Eine Senkung von Sozialhilfeausgaben kann nicht angegangen werden, indem die Sozialhilfeempfangenden bekämpft werden, sondern dadurch, dass man die Zustände bekämpft, die Leute in Sozialhilfe zwingen. Es ist die Aufgabe dieser Koalition, Arbeitsplätze zu schaffen und die Menschen in Arbeit und nicht in eine schwierige Situation zu bringen.
Und es muss bei allem, was wir diskutieren, klar sein, dass die Treppe von oben gekehrt wird und dass die Menschen in dieser Stadt jeweils gerecht nach ihrer wirtschaftlichen Leistungsfähigkeit zu Konsolidierungsmaßnahmen herangezogen werden.
Das heißt auch, dass wir in dieser Stadt eine Diskussion darüber führen müssen, dass sich der Wert eines Politikbereiches, dass sich das, was an Effekt hervortritt, nicht daran misst, was wir für einen Politikbereich ausgeben, sondern dass das entscheidende Kriterium ist – wie ein ehemaliger Bundeskanzler einmal gesagt hat –, was „hinten dabei herauskommt“. Die Effektivität von öffentlichen Leistungen und öffentlicher Verwaltung muss das entscheidende Kriterium sein.
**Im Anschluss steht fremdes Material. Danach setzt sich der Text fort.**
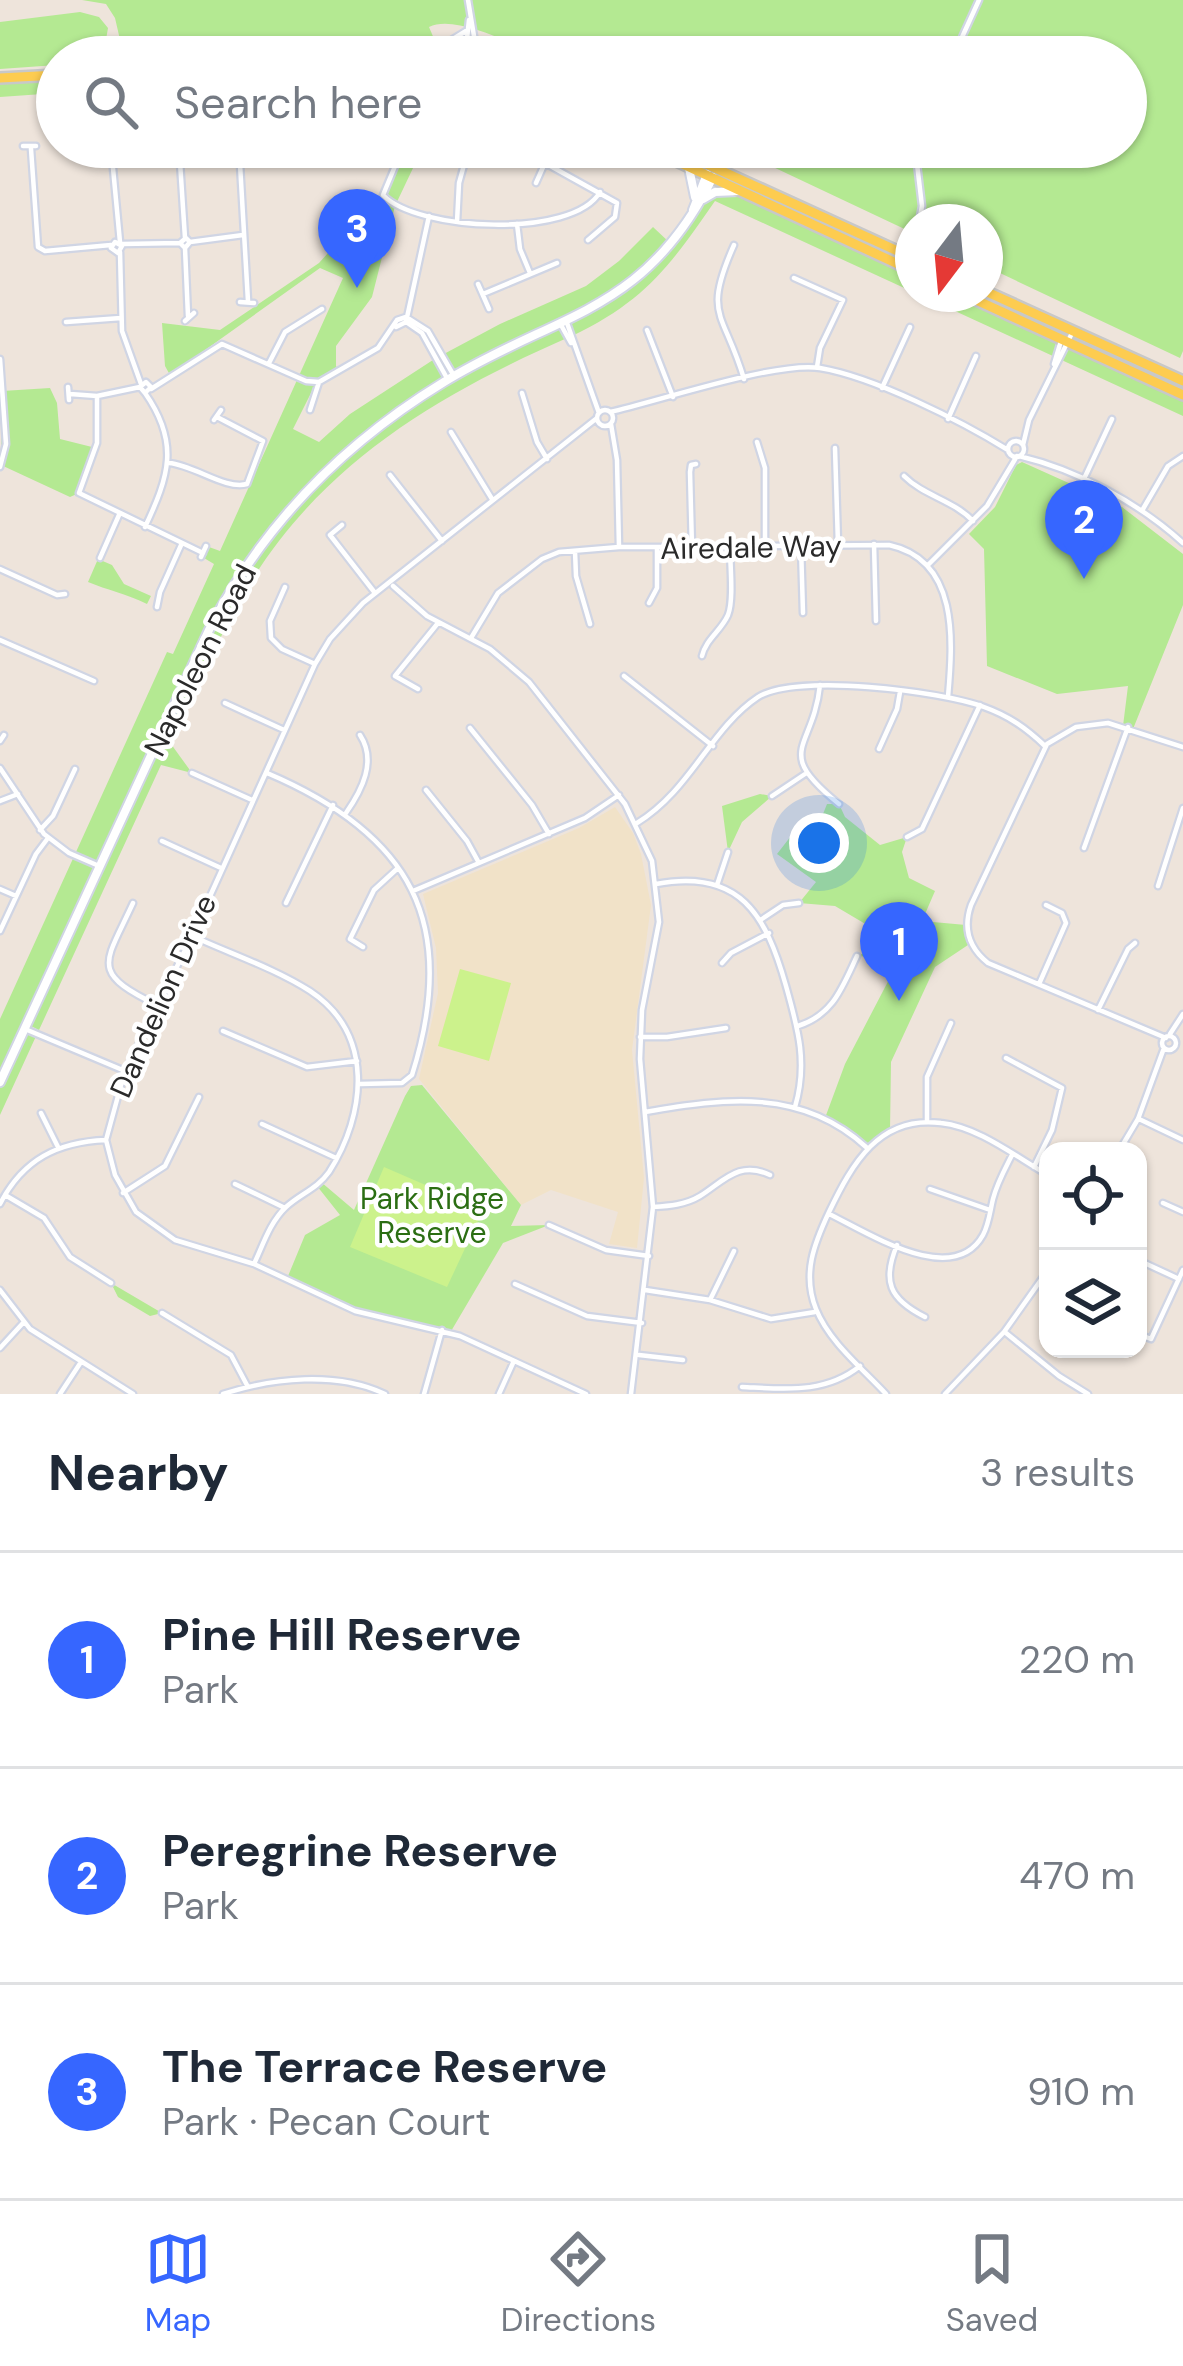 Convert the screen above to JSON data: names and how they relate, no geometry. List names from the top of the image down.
{
  "streets": {
    "main road": ["Napoleon Road"],
    "street": ["Airedale Way", "Dandelion Drive"]
  },
  "parks": ["Park Ridge Reserve"],
  "north": "bottom",
  "page": {
    "search": "Search here",
    "pins": ["3", "2", "1"],
    "heading": ["Nearby", "3 results"],
    "list": [
      {
        "mark": "1",
        "name": "Pine Hill Reserve",
        "note": "Park",
        "value": "220 m"
      },
      {
        "mark": "2",
        "name": "Peregrine Reserve",
        "note": "Park",
        "value": "470 m"
      },
      {
        "mark": "3",
        "name": "The Terrace Reserve",
        "note": "Park · Pecan Court",
        "value": "910 m"
      }
    ],
    "nav": ["Map", "Directions", "Saved"]
  }
}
Mit möglichst geringem Aufwand möglichst großen Effekt erzielen, das muss der Mentalitätswechsel sein, und nicht zu sagen, weil ich viel Geld dafür ausgebe, muss die Sache auch gut sein. Das, was für die Betroffenen, für die Kundinnen und Kunden des öffentlichen Dienstes dabei an Effekten herauskommt, muss unser Maßstab und unser Kriterium sein.
Es kann mir niemand erklären, dass die Tatsache, dass Berlin pro Einwohner 600 DM und die Stadt Hamburg nur 450 DM für öffentliche Sicherheit ausgeben, nun bedeutet, dass Berlin, weil es viel mehr dafür ausgibt, viel sicherer und besser in der Bekämpfung der Kriminalität wäre. Ich glaube, da muss man sich die Strukturen ansehen und schauen, wie man Veränderungen vornehmen kann, um Effektivität zu gewährleisten und mit gerin
geren Kosten den gleichen oder sogar noch einen besseren Effekt zu erzielen. Es geht um Strukturreformen und nicht darum, dass man im Politikbereich danach gewichtet, wie viel Geld dafür ausgegeben wird.
In den Berliner Schulen geben wir pro Schülerin und Schüler ungefähr gleich viel Geld wie Hamburg oder andere Städte aus. Es ist nicht immer der entscheidende Punkt, mehr Geld auszugeben, sondern die Strukturen zu verändern, sich anzusehen, wie die Lehrpläne aussehen und wie Unterricht an den Schulen gewährleistet wird. Auch hier liegt ein Effektivierungspotential für eine Verbesserung der Situation, ohne dass wir mehr Geld ausgeben müssen. Das heißt, nicht auf den Input, sondern auf den Output zu achten. Das muss ein Grundsatz sein, wie man an die Umgestaltung an dieser Stadt herangeht.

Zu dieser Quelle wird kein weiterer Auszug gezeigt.